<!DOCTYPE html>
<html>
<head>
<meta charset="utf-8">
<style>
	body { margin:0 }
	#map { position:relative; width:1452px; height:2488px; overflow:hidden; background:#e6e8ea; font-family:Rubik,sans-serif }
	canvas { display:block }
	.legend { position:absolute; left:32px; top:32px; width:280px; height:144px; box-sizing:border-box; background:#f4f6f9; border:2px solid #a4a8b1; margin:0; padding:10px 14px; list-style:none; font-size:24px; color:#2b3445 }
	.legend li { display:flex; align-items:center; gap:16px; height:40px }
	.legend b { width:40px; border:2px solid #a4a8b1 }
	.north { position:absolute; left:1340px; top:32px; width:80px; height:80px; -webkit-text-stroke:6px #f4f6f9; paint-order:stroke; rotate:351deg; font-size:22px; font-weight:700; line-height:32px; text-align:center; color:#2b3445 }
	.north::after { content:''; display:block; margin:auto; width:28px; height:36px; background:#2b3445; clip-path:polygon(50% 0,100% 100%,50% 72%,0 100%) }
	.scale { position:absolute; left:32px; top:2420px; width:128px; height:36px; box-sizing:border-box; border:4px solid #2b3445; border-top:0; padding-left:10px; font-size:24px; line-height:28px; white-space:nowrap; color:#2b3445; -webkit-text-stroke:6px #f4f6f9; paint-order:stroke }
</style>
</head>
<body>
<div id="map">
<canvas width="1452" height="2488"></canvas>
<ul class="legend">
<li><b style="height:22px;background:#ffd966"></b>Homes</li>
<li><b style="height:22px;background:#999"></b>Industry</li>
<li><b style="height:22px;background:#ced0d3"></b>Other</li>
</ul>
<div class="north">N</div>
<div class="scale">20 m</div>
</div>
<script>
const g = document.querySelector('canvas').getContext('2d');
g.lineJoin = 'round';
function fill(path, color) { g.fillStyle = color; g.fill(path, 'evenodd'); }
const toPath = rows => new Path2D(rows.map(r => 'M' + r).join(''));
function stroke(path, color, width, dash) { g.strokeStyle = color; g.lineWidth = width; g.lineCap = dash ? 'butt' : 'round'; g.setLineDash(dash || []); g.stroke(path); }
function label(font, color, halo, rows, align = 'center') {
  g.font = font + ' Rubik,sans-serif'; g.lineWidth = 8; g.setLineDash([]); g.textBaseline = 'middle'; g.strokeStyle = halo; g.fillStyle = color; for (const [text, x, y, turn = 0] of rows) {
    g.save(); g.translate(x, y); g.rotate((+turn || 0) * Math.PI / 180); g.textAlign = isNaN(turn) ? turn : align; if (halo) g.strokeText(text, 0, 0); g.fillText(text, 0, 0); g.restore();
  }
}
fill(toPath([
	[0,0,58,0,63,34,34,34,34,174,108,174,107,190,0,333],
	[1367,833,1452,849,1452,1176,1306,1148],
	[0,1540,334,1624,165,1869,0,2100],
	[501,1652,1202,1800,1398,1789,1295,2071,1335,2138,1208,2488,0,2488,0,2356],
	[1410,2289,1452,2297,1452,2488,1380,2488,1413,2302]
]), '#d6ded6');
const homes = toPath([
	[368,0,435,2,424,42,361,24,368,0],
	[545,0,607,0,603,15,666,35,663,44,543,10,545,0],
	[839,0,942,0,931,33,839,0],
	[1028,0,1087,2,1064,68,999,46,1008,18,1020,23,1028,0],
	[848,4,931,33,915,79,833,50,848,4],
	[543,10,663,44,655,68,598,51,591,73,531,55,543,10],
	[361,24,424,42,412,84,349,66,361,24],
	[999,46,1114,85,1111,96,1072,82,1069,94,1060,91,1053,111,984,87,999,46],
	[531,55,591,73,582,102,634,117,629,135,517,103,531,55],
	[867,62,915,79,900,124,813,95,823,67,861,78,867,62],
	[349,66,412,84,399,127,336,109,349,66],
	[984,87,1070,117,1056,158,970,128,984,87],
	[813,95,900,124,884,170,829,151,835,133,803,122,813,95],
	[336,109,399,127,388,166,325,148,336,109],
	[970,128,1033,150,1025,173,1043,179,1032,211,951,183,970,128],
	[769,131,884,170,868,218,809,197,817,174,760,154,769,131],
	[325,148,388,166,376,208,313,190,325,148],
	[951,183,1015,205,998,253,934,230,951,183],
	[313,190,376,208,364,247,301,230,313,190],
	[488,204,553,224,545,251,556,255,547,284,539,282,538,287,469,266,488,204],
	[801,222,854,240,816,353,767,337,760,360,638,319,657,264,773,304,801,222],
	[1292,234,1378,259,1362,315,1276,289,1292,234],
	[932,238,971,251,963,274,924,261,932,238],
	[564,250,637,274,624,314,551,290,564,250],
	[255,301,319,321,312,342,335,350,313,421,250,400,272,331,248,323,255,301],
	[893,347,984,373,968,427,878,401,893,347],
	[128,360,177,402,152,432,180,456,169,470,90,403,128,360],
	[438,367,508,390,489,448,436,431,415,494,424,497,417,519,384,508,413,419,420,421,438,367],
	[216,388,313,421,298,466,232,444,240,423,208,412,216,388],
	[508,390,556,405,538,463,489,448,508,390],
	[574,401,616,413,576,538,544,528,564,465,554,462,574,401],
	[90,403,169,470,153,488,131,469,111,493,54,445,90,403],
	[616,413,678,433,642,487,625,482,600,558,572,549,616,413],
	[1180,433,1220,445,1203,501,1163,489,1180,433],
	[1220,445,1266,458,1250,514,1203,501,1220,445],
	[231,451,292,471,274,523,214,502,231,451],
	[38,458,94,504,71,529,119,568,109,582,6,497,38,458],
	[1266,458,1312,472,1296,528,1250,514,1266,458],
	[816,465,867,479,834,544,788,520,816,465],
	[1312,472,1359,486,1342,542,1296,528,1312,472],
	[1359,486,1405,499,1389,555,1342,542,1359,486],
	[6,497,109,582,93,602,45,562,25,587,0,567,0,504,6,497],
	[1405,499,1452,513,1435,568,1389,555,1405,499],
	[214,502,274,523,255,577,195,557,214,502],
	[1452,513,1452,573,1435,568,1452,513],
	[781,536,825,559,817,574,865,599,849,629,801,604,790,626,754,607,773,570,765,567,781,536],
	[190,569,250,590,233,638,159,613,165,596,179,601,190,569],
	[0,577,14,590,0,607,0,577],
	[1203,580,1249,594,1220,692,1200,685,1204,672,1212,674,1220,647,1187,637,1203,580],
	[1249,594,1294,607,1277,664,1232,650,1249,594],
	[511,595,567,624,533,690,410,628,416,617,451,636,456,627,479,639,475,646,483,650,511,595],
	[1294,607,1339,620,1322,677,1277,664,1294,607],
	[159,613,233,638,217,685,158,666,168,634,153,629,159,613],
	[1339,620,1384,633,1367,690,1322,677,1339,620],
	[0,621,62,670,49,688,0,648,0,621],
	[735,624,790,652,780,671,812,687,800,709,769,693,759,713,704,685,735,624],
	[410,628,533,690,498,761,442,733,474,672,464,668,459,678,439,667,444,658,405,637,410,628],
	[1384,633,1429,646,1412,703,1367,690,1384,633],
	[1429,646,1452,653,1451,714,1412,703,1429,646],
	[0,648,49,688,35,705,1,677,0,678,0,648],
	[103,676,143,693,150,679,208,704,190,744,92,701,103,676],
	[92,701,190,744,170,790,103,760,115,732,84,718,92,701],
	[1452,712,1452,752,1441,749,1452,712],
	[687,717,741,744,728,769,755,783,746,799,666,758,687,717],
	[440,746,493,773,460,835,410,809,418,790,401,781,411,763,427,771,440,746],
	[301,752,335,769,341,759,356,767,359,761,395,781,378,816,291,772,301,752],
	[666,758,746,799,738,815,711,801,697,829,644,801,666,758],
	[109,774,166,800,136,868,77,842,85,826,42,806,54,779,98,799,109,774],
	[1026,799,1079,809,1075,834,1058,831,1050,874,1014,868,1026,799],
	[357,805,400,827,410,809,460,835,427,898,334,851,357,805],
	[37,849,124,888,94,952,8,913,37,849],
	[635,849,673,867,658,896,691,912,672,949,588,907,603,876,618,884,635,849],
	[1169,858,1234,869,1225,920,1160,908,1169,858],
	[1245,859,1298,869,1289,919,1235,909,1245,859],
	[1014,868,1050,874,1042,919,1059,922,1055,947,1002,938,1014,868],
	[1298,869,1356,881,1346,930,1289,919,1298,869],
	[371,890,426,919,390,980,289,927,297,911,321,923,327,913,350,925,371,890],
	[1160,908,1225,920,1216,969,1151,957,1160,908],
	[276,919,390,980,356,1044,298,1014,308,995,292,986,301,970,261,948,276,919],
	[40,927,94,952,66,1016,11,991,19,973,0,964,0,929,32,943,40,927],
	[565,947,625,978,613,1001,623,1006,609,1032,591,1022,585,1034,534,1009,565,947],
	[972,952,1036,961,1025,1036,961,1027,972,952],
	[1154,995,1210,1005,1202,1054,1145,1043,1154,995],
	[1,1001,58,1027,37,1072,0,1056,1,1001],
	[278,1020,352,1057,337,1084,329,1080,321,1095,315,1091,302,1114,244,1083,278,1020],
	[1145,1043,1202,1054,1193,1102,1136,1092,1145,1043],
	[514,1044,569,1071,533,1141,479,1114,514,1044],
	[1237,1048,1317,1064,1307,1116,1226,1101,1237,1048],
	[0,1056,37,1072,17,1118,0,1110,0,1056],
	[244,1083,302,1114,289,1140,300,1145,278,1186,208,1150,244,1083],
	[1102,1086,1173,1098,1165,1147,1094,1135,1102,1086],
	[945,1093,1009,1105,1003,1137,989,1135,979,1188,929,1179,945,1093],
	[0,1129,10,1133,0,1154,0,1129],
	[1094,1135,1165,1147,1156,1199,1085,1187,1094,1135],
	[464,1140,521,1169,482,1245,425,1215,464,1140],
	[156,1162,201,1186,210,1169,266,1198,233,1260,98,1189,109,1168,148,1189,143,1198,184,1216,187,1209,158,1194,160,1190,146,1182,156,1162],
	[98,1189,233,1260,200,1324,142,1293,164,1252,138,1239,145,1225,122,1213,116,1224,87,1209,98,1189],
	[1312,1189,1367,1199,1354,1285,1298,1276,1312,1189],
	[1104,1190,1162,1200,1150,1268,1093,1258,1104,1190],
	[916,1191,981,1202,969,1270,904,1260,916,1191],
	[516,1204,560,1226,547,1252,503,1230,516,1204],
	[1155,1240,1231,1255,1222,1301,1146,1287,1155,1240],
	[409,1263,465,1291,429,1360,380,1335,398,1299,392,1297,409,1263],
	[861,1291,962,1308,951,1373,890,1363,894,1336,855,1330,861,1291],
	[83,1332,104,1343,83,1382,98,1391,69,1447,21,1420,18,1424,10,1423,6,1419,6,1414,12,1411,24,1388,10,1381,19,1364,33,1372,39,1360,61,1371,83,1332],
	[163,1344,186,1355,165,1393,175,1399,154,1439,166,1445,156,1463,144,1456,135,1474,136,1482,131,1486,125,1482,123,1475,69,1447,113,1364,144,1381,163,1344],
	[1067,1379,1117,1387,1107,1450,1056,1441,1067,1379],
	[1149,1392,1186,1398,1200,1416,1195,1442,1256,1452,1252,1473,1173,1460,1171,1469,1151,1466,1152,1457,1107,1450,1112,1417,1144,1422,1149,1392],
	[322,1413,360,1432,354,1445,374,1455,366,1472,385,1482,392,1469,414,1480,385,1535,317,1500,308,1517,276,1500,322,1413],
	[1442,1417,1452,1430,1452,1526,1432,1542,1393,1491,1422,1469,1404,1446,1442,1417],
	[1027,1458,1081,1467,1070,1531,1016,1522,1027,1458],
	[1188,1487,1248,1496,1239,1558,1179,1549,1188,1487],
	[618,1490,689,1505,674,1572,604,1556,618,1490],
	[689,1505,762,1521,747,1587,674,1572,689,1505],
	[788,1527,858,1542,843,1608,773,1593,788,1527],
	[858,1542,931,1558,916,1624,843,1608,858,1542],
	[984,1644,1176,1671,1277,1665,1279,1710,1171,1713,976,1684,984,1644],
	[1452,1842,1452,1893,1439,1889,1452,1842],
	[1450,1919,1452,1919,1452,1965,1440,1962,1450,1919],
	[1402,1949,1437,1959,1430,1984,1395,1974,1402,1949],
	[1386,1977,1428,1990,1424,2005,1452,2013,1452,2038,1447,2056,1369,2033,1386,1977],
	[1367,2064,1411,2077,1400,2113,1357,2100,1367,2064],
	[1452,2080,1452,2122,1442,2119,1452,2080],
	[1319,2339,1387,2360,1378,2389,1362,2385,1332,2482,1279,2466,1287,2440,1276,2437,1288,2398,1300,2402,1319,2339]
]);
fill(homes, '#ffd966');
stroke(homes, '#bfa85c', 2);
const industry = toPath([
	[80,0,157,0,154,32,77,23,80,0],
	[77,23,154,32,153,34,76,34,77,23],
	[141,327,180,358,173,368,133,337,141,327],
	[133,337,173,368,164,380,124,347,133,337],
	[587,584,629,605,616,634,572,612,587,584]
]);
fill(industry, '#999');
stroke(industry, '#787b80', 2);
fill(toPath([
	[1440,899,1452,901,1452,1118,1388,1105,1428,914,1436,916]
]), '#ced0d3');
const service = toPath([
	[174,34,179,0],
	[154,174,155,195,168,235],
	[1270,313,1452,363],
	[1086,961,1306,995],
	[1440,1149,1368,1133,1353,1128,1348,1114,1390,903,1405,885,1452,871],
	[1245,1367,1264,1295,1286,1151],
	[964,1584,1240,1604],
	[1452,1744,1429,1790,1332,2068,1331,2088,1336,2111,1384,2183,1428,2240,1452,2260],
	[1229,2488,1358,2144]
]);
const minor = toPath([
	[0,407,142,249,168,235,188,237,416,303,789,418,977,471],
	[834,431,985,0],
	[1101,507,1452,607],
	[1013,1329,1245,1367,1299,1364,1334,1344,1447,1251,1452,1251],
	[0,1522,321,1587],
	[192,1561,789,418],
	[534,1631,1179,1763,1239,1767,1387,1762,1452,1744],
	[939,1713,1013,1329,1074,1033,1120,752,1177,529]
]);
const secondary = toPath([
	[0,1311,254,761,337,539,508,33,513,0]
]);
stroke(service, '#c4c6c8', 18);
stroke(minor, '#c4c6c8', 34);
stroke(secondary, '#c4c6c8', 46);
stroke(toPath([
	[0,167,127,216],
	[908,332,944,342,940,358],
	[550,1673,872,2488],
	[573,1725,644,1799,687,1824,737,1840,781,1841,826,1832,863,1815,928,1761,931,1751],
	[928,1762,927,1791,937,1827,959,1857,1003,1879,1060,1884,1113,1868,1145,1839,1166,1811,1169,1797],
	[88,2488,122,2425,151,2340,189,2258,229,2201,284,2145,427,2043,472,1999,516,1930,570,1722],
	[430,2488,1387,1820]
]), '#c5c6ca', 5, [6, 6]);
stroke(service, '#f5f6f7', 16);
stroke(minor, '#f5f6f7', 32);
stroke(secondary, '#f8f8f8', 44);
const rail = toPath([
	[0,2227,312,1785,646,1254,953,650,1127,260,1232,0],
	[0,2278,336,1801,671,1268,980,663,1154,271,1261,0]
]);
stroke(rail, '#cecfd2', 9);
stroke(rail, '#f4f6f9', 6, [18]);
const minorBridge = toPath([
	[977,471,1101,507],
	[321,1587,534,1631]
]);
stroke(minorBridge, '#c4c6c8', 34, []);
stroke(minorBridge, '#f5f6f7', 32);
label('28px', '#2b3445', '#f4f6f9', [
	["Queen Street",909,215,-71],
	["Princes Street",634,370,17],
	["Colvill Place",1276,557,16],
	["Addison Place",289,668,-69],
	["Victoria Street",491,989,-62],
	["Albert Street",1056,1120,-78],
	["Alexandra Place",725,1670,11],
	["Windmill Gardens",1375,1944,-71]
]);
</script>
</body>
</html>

Aim of the exercise ::
Give only the lines from the one holding "display:flex; align-items:center; gap:16px;" through the one holding "function label(font, color, halo, rows, align", each restated exactly as it appears above.

Task solution ::
	.legend li { display:flex; align-items:center; gap:16px; height:40px }
	.legend b { width:40px; border:2px solid #a4a8b1 }
	.north { position:absolute; left:1340px; top:32px; width:80px; height:80px; -webkit-text-stroke:6px #f4f6f9; paint-order:stroke; rotate:351deg; font-size:22px; font-weight:700; line-height:32px; text-align:center; color:#2b3445 }
	.north::after { content:''; display:block; margin:auto; width:28px; height:36px; background:#2b3445; clip-path:polygon(50% 0,100% 100%,50% 72%,0 100%) }
	.scale { position:absolute; left:32px; top:2420px; width:128px; height:36px; box-sizing:border-box; border:4px solid #2b3445; border-top:0; padding-left:10px; font-size:24px; line-height:28px; white-space:nowrap; color:#2b3445; -webkit-text-stroke:6px #f4f6f9; paint-order:stroke }
</style>
</head>
<body>
<div id="map">
<canvas width="1452" height="2488"></canvas>
<ul class="legend">
<li><b style="height:22px;background:#ffd966"></b>Homes</li>
<li><b style="height:22px;background:#999"></b>Industry</li>
<li><b style="height:22px;background:#ced0d3"></b>Other</li>
</ul>
<div class="north">N</div>
<div class="scale">20 m</div>
</div>
<script>
const g = document.querySelector('canvas').getContext('2d');
g.lineJoin = 'round';
function fill(path, color) { g.fillStyle = color; g.fill(path, 'evenodd'); }
const toPath = rows => new Path2D(rows.map(r => 'M' + r).join(''));
function stroke(path, color, width, dash) { g.strokeStyle = color; g.lineWidth = width; g.lineCap = dash ? 'butt' : 'round'; g.setLineDash(dash || []); g.stroke(path); }
function label(font, color, halo, rows, align = 'center') {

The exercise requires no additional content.